With breathtaking idiocy, this marketing strategy takes us into the same realms of the lack of corporate responsibility as previously demonstrated this week by that worst of budget airlines. The company claimed,"What seems to have happened is the staff who run the website had never heard of Lolita, and to be honest no one else here had either. We had to look it up on Wikipedia.
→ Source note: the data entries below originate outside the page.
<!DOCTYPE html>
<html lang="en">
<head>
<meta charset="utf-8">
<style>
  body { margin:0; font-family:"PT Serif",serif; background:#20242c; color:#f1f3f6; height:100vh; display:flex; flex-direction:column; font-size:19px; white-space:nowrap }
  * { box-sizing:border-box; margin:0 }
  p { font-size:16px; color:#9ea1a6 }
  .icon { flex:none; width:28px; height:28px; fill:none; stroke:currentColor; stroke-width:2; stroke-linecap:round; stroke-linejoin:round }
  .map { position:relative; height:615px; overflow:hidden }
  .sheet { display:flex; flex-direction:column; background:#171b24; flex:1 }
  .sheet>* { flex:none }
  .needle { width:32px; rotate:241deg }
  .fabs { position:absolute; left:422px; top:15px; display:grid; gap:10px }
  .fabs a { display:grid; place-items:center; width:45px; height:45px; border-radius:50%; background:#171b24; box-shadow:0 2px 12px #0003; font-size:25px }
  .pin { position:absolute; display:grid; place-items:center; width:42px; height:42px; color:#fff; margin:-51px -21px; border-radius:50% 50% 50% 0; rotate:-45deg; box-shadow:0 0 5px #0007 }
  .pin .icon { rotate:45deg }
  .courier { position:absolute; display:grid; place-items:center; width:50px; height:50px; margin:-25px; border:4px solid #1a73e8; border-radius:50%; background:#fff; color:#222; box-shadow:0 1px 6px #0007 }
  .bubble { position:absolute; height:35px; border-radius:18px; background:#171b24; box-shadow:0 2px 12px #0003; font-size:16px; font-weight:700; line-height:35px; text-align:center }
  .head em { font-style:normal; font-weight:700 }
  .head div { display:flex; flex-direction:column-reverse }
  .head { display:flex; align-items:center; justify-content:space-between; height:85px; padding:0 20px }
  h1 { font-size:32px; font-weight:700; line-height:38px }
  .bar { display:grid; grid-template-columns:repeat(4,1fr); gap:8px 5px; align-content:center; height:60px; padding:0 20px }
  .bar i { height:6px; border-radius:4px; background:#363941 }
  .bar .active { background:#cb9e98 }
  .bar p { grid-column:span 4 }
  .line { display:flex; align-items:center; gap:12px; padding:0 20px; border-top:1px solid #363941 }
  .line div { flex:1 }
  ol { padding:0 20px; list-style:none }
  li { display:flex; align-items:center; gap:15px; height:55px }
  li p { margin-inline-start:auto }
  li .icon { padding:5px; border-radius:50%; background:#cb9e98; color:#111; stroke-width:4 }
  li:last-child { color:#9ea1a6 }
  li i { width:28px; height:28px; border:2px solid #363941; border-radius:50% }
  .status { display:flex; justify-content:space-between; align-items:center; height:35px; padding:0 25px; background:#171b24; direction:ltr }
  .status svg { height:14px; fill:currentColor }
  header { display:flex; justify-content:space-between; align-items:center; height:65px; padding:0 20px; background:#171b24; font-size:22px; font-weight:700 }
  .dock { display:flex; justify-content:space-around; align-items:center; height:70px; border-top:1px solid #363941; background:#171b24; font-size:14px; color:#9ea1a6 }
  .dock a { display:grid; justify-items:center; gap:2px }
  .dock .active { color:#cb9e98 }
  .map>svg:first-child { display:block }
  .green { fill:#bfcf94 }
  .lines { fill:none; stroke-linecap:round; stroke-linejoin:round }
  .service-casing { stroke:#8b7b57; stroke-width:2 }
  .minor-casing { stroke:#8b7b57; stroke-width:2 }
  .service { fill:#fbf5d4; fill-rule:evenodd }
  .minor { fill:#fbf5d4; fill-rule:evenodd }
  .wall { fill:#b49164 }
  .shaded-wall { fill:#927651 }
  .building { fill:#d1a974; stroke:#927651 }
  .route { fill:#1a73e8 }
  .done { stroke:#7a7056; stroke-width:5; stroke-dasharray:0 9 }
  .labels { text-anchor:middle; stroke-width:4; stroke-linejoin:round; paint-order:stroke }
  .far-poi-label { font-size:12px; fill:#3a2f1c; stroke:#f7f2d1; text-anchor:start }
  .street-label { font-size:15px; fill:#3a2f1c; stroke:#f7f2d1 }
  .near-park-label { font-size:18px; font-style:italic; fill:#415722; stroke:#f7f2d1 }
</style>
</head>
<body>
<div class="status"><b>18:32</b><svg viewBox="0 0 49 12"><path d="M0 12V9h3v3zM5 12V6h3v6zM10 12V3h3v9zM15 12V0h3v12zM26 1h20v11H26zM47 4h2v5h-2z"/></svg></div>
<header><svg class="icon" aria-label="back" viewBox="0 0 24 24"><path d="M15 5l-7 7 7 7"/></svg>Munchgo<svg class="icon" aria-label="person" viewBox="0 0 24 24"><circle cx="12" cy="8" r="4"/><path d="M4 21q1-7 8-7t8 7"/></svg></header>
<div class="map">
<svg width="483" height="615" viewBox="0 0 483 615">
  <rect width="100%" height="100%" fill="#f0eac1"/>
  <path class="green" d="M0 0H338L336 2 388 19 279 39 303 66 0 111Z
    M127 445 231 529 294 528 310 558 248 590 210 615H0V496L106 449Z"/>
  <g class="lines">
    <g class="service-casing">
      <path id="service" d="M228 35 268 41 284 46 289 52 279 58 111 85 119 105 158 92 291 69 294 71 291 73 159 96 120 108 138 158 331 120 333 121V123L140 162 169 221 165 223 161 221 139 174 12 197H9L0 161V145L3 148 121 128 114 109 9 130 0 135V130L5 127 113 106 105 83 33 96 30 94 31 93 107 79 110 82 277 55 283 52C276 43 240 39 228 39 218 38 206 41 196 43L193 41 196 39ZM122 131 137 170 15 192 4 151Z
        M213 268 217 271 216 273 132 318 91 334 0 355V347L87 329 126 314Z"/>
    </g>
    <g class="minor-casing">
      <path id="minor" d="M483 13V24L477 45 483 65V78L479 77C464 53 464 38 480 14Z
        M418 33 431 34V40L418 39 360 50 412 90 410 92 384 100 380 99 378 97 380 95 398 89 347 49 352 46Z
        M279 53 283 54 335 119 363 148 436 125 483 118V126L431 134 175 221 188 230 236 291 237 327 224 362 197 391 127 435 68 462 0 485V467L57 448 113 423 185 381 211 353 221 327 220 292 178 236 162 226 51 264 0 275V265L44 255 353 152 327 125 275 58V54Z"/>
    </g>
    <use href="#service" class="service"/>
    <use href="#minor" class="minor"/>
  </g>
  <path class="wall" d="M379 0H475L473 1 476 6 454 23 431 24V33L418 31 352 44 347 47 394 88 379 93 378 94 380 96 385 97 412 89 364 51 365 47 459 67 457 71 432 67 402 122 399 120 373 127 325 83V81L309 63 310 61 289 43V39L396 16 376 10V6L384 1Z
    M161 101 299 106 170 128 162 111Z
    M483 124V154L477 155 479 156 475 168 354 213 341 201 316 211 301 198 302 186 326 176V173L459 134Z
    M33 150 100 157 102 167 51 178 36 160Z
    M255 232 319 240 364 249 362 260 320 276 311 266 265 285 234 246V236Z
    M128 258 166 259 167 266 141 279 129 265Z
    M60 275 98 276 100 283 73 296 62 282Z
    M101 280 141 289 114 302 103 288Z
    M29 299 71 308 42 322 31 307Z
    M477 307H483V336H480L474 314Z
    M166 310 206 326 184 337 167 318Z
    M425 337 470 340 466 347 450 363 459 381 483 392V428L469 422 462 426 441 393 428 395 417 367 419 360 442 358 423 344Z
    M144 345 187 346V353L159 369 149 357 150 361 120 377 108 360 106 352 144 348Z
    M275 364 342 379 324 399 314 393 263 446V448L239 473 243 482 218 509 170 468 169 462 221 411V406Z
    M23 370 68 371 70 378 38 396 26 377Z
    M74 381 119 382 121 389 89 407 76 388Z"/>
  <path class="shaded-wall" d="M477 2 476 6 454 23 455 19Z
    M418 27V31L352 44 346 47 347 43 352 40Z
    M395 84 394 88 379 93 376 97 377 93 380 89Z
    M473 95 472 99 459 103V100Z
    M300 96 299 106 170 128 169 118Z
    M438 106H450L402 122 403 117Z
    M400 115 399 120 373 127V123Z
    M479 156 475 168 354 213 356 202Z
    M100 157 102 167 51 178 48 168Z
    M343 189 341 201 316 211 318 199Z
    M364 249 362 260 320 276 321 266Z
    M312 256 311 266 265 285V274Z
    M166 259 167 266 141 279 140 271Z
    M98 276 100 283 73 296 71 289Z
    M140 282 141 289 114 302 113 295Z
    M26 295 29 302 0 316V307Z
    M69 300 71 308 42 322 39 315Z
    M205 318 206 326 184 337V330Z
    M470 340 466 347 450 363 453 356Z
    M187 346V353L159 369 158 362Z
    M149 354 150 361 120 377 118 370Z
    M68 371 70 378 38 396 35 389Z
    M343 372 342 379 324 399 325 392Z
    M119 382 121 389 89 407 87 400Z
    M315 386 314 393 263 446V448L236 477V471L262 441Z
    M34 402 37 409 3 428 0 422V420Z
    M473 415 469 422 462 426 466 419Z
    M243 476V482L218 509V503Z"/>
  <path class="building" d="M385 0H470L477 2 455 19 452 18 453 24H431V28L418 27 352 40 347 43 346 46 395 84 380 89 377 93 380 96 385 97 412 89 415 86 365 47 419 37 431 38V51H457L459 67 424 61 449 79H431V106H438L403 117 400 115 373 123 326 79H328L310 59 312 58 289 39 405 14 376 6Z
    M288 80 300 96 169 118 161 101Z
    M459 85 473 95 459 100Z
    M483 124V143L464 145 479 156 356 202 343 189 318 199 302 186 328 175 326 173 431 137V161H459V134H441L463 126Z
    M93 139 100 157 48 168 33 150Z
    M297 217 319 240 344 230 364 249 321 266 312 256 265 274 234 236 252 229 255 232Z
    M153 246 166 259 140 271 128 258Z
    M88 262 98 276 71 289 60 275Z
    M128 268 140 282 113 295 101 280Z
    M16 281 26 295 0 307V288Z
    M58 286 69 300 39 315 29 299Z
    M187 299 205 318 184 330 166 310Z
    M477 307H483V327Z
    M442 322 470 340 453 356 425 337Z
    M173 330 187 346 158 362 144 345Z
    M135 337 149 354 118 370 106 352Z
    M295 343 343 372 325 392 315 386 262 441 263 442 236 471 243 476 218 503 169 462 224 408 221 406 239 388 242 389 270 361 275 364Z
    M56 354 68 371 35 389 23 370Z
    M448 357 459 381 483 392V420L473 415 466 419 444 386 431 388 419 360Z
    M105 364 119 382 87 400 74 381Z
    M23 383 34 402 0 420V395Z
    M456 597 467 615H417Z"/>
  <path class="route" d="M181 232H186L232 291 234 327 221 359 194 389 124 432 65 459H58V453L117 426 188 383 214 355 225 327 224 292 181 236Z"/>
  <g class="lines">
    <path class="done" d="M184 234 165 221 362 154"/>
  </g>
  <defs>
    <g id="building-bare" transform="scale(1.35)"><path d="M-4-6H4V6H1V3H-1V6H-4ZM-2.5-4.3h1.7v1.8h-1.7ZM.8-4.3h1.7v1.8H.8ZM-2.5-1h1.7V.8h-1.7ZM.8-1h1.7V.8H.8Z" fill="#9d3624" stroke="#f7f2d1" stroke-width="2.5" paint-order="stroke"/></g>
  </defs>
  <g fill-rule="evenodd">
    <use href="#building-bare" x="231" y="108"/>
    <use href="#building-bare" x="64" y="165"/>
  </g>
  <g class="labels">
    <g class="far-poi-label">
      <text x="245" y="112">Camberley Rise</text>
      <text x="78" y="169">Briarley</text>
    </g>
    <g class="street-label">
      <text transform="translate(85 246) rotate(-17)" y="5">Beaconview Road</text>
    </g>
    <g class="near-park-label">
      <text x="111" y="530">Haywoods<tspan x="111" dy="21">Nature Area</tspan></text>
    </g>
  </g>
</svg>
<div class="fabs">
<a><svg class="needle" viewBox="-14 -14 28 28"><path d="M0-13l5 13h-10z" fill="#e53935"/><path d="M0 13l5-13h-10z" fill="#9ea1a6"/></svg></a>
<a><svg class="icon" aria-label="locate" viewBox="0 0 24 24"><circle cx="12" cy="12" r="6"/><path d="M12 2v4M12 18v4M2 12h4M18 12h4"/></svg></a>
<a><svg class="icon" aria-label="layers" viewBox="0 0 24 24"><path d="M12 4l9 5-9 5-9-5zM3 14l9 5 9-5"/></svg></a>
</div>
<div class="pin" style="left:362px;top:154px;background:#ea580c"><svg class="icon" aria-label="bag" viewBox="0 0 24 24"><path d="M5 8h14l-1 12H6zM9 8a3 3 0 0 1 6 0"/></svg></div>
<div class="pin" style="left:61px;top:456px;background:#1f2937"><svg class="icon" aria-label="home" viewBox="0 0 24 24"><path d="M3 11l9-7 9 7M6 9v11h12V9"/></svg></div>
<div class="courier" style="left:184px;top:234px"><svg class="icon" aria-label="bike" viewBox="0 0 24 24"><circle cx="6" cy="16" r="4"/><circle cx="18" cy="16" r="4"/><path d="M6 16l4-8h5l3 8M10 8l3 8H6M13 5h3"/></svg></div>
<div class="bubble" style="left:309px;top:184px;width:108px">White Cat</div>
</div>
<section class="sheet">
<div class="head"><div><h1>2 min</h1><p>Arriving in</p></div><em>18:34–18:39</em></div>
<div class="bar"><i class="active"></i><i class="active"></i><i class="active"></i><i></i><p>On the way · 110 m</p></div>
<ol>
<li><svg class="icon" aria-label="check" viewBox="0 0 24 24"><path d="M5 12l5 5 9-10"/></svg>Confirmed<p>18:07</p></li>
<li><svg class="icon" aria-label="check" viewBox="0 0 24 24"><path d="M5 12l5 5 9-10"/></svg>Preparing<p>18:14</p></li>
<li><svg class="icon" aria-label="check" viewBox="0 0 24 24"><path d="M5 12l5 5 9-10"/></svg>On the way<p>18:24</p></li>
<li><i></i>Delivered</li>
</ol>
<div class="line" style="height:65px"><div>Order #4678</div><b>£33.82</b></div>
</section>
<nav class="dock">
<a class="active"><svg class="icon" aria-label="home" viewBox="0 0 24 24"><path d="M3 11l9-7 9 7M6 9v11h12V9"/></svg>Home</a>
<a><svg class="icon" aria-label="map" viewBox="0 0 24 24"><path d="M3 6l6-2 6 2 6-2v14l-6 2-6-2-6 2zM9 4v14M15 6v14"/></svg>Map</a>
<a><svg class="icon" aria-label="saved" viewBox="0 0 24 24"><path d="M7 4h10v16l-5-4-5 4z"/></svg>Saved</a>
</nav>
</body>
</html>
But we certainly know who she is now."

Whether citing the cultural ignorance of their staff is sufficient defense remains to be seen, but further investigation reveals other companies also selling dubious items - high street retailers WH Smith selling children's stationery branded "Playboy", BHS selling "adult" underwear, i.e. thongs and padded bras, and leading supermarket Tesco selling a pole dancing kit for young girls, withdrawn from sale in 2006.

As my friend Sizemore said, with just a touch of the sardonic, why stop there? Let's start marketing penis enhancement pumps to young boys, because, after all, young girls don't have a monopoly on vulnerability.

Such a focus on the very young seems to be a developing trend during this final, sickest phase of the post-Cold war period. The triumph of capitalism over idealism has put Mammon in place of aspiration, and the unchallenged markets are seen as a de facto international legislature, totally replacing concepts of social cohesion, accountability or ordinary human morality.

Watching the Cash Machine's excesses become ever more blatant, as endless scientifically determined detail is applied to extracting pitifully small amounts of cash from the mass underclasses, one can only hope that natural revulsion might be eventually translated into concerted, active resistance by those of us clinging to the vestiges of an alternative way of living.